Task brief: Give the count of lines in the records below that contain "limit", and say nothing more.

Data for analysis:
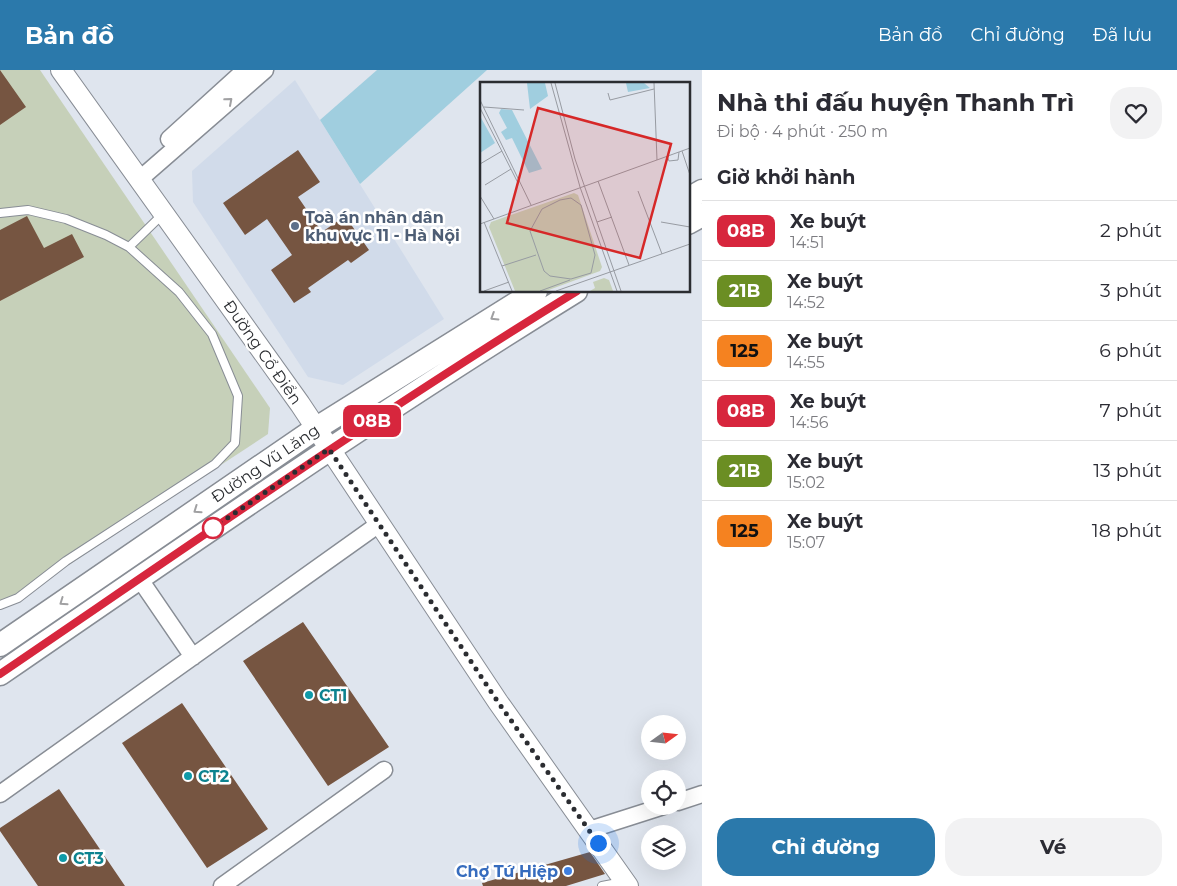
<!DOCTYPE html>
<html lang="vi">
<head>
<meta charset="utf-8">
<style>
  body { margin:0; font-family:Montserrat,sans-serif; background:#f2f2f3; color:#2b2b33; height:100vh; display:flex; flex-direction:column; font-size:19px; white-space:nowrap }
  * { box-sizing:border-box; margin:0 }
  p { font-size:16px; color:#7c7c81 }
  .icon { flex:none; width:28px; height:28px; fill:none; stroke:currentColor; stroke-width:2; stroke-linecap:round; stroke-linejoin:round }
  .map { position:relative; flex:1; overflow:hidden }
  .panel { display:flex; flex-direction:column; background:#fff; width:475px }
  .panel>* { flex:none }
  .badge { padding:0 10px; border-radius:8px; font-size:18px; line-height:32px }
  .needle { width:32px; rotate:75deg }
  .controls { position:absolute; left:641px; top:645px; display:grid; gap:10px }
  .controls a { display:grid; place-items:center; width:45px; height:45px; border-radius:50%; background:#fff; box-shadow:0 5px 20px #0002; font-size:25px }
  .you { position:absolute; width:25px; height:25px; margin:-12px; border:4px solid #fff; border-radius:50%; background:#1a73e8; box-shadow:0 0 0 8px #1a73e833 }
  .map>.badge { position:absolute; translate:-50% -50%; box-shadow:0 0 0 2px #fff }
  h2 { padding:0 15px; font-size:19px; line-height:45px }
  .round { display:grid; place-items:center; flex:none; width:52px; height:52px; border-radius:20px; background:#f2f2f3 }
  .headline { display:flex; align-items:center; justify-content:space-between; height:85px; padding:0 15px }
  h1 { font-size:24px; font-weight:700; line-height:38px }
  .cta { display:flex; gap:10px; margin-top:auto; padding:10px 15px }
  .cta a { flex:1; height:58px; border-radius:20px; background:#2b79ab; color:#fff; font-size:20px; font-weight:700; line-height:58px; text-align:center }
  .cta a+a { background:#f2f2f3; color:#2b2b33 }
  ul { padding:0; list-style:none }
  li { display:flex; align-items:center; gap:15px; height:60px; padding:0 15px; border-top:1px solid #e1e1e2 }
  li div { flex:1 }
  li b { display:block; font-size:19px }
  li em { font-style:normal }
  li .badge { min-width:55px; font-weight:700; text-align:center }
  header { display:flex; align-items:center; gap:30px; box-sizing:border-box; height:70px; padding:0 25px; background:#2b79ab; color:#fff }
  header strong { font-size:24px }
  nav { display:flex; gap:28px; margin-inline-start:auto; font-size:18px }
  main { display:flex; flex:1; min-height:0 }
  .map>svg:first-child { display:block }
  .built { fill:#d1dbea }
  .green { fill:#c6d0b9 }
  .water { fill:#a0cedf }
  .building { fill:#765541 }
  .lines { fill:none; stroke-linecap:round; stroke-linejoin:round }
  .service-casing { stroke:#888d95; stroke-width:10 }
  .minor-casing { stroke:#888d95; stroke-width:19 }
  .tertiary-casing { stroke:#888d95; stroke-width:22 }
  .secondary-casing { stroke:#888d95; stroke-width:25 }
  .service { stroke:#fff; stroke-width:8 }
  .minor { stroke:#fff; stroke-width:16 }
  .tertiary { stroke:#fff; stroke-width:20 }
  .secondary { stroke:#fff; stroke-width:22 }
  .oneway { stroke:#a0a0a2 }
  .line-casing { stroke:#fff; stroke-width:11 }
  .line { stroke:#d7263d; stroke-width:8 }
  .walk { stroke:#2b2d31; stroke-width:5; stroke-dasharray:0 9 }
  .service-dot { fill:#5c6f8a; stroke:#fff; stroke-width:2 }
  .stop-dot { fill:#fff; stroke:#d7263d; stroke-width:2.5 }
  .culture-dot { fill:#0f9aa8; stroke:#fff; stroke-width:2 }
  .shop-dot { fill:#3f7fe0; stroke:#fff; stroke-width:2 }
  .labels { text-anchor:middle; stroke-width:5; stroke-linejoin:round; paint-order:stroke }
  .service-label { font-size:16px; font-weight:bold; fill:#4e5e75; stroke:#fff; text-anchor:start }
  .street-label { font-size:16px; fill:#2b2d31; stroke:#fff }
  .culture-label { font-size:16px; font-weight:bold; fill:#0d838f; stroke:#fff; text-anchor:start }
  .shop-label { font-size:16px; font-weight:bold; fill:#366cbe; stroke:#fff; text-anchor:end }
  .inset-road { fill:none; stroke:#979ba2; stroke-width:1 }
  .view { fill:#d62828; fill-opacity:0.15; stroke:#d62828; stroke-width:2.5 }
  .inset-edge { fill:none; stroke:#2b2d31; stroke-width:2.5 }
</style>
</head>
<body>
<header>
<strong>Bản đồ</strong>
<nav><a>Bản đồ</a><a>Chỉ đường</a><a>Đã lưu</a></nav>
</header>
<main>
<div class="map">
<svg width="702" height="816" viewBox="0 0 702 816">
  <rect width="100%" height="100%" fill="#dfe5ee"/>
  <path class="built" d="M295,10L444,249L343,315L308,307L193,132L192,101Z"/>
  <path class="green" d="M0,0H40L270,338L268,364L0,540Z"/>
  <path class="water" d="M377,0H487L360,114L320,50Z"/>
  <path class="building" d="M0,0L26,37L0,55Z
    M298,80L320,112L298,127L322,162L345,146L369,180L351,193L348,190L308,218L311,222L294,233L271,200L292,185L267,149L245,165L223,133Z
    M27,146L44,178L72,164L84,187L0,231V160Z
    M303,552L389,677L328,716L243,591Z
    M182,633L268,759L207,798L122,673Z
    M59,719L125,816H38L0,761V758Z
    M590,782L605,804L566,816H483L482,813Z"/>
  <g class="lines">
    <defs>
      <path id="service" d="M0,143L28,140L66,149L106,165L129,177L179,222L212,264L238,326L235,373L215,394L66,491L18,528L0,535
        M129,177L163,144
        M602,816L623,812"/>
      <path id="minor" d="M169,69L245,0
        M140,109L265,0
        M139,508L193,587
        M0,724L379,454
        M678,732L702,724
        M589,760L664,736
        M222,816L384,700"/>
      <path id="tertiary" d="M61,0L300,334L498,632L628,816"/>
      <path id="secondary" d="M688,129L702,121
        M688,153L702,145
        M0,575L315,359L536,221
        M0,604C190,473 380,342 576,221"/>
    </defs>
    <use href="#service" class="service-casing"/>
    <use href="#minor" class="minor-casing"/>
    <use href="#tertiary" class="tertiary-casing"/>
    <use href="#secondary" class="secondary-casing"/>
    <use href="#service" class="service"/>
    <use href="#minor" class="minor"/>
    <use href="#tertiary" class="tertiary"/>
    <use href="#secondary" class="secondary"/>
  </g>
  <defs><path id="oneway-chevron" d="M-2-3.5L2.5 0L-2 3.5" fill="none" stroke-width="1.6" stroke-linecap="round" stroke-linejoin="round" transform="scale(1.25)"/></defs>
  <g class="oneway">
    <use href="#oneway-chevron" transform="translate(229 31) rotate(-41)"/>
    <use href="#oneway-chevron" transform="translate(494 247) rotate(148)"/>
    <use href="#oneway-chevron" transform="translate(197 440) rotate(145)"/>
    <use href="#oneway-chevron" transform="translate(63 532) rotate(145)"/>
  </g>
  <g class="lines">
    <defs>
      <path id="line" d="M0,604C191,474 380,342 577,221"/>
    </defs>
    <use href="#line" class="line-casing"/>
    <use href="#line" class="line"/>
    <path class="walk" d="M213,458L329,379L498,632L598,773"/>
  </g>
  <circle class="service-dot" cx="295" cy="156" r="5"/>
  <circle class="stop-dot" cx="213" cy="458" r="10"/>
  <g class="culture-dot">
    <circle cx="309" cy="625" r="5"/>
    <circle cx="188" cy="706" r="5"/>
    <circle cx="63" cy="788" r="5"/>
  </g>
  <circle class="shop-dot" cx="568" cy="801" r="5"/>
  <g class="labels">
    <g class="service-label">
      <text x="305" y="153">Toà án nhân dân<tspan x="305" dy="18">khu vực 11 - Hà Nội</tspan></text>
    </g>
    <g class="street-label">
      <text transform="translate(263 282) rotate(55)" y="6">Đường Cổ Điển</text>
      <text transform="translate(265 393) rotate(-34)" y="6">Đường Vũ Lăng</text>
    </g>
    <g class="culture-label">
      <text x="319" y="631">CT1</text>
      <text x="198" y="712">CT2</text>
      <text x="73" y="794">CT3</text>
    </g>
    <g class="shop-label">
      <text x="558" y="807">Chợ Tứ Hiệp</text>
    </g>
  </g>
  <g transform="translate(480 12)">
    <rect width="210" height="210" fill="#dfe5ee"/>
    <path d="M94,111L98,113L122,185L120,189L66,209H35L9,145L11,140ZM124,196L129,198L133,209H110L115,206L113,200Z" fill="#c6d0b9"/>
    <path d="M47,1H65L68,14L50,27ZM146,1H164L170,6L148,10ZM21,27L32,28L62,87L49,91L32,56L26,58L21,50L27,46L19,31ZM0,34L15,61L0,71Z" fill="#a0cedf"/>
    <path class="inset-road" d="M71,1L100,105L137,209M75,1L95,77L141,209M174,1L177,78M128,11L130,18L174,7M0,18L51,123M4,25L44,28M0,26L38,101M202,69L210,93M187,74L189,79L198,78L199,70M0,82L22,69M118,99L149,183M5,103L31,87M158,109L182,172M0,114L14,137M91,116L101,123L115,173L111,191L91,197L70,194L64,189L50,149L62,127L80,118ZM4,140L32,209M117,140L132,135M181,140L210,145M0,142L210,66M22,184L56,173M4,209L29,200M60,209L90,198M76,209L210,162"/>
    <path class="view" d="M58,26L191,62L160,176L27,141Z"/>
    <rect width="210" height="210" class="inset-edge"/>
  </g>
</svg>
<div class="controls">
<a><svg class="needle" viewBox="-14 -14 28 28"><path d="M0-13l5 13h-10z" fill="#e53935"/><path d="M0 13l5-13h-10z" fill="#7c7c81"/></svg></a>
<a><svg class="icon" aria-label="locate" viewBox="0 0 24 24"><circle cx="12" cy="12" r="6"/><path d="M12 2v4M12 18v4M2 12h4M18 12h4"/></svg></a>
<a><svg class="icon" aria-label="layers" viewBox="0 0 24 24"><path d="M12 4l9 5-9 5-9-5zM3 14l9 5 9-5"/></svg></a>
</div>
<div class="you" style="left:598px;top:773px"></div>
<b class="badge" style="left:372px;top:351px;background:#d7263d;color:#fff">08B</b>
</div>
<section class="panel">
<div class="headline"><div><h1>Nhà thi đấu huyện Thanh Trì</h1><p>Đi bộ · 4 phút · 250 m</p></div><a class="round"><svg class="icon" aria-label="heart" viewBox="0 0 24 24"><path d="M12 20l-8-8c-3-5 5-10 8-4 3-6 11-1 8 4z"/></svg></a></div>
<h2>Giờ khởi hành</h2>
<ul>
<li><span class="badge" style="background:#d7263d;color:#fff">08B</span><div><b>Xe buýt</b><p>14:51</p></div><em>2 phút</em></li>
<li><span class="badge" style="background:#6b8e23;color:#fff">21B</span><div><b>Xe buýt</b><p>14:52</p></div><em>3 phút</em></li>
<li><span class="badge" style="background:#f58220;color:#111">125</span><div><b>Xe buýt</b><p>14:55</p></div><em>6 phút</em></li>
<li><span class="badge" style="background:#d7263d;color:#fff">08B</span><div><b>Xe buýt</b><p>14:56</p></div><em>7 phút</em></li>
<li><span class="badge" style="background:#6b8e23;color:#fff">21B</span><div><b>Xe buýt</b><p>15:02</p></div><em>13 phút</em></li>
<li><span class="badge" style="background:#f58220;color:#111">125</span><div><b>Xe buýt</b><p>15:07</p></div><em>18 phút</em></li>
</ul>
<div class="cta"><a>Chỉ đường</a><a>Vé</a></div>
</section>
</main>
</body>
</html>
* * *
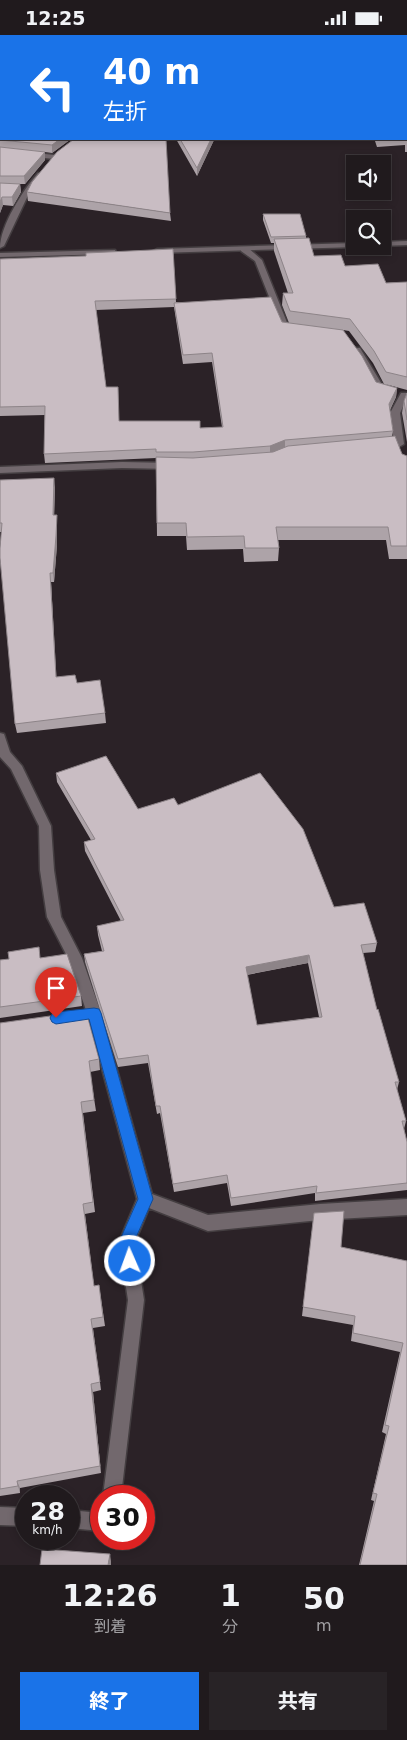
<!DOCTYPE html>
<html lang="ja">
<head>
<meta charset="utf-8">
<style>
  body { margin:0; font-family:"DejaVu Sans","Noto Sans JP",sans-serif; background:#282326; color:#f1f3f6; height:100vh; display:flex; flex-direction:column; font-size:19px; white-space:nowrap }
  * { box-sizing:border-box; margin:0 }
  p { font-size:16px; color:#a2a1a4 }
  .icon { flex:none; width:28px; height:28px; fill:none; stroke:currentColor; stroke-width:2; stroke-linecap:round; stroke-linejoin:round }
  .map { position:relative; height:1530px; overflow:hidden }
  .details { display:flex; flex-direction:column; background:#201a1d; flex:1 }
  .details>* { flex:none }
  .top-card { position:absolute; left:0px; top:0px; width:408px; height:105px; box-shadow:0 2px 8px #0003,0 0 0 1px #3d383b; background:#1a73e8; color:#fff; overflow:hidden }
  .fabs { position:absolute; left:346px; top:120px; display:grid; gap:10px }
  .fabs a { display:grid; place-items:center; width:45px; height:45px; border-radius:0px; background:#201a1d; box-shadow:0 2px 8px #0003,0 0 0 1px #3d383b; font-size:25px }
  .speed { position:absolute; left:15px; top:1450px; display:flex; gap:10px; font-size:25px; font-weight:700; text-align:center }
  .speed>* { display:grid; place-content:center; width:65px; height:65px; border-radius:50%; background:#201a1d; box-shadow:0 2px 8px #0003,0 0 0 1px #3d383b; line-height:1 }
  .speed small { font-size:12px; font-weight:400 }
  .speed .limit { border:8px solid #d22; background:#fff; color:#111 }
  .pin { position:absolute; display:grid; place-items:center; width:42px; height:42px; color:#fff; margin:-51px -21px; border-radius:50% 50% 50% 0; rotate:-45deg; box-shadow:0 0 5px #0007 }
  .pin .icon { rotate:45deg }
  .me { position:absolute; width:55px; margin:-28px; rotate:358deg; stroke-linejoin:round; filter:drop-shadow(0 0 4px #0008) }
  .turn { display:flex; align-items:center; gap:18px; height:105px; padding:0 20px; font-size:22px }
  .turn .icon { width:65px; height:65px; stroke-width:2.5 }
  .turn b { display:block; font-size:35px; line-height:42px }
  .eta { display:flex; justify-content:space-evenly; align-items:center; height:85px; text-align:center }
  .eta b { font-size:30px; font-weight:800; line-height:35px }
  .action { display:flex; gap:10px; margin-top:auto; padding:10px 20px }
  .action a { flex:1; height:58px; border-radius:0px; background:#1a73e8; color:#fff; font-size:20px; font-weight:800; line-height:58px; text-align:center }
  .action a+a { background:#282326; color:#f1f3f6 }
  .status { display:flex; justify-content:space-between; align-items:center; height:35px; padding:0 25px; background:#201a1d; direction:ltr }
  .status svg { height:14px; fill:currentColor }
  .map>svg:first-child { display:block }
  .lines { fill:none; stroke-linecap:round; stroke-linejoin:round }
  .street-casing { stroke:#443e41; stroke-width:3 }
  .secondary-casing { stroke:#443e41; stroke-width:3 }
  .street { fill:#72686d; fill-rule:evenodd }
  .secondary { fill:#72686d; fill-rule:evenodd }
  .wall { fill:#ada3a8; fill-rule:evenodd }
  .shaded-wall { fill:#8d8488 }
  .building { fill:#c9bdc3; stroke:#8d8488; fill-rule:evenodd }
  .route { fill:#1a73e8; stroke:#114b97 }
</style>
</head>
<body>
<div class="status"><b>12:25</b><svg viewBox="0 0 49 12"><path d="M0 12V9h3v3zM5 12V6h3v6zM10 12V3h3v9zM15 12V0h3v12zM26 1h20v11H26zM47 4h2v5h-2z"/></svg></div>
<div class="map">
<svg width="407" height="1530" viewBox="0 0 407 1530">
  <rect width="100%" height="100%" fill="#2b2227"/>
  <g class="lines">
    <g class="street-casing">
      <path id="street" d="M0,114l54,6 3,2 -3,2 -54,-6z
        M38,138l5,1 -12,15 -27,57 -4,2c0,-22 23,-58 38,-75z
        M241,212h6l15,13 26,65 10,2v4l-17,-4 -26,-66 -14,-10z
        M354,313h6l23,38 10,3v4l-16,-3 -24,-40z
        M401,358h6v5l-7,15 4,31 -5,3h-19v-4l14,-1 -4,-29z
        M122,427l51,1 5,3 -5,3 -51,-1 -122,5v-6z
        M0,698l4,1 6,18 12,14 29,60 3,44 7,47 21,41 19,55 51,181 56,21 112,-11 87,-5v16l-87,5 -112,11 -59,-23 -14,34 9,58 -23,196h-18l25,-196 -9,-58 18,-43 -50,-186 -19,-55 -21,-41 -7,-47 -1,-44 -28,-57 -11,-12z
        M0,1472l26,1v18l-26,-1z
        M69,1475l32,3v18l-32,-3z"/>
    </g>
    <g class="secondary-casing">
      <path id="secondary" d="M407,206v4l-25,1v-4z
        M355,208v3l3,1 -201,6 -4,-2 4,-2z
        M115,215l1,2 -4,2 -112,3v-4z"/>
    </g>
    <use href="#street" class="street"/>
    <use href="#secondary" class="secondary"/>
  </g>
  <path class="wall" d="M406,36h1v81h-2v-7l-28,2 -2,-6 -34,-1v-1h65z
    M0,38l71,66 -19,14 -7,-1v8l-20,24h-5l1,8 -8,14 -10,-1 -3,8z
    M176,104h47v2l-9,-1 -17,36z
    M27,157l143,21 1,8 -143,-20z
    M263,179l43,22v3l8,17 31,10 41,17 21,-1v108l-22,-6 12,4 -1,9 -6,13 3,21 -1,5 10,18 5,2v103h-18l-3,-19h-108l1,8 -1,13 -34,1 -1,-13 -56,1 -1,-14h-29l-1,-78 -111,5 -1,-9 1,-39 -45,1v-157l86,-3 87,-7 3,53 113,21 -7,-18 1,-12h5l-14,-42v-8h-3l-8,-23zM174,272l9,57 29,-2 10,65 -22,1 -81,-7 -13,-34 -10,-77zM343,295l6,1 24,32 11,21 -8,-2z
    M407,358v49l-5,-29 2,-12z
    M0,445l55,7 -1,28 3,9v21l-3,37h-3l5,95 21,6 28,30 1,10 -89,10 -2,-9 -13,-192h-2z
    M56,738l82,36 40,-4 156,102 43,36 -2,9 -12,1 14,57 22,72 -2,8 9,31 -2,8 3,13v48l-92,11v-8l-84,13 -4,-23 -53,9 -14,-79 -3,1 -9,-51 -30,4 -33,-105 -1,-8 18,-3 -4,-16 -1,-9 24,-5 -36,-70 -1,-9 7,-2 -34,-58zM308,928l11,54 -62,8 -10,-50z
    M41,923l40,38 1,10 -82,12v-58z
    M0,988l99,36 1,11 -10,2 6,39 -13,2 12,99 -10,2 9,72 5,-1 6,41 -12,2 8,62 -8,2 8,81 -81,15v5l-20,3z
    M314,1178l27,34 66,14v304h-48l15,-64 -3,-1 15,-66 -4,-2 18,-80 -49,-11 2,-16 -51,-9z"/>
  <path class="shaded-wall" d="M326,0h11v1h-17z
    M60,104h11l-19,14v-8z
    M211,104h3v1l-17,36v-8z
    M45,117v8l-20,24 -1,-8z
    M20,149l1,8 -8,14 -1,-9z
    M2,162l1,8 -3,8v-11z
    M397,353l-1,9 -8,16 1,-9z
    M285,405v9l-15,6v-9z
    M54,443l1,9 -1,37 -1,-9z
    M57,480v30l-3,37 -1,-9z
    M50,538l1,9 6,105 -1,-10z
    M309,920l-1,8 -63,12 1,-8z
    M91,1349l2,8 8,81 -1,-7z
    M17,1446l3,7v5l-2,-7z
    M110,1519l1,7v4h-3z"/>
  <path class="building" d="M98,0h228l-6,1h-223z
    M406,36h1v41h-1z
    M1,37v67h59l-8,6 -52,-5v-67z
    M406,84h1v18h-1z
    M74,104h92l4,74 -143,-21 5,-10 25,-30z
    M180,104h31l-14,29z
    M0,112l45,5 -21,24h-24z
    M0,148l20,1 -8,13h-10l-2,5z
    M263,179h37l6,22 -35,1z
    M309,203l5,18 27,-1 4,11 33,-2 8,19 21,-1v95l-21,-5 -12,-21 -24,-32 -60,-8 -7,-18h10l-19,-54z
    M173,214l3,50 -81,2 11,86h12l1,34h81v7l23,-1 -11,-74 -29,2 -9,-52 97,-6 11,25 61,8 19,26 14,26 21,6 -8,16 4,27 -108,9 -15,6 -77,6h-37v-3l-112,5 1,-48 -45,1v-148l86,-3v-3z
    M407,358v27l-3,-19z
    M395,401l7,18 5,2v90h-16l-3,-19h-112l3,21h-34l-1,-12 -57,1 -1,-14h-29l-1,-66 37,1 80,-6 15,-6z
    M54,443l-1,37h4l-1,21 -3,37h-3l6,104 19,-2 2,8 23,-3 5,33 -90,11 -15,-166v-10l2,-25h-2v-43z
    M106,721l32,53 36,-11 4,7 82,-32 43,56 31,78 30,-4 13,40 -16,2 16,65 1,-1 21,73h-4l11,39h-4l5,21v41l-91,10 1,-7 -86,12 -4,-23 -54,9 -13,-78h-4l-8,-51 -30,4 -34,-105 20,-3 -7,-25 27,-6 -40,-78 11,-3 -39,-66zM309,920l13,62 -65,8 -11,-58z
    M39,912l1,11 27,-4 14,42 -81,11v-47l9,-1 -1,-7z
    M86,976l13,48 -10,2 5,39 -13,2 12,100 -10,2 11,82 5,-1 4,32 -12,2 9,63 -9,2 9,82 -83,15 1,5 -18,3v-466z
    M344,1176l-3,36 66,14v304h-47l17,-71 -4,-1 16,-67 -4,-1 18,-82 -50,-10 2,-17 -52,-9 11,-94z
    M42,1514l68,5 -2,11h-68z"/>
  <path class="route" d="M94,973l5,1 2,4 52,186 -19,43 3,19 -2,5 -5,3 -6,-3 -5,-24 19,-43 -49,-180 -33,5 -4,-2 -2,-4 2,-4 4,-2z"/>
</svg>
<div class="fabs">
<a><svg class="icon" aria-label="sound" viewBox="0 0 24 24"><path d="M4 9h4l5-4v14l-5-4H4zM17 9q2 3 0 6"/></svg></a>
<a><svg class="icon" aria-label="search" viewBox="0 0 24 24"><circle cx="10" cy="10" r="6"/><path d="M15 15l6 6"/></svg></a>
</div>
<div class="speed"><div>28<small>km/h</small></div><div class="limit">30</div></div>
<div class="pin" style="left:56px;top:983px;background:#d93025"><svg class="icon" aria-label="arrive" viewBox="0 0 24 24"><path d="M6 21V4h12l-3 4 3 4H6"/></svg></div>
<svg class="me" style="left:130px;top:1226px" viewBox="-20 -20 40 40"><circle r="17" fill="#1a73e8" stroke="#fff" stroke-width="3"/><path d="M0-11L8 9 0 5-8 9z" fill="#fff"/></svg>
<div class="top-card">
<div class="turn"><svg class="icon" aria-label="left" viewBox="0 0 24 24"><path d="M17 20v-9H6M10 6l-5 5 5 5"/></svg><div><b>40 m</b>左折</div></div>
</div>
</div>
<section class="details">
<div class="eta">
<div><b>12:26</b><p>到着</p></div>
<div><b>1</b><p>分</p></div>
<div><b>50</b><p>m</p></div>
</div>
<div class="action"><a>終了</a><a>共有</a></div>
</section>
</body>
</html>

Response to this task: 2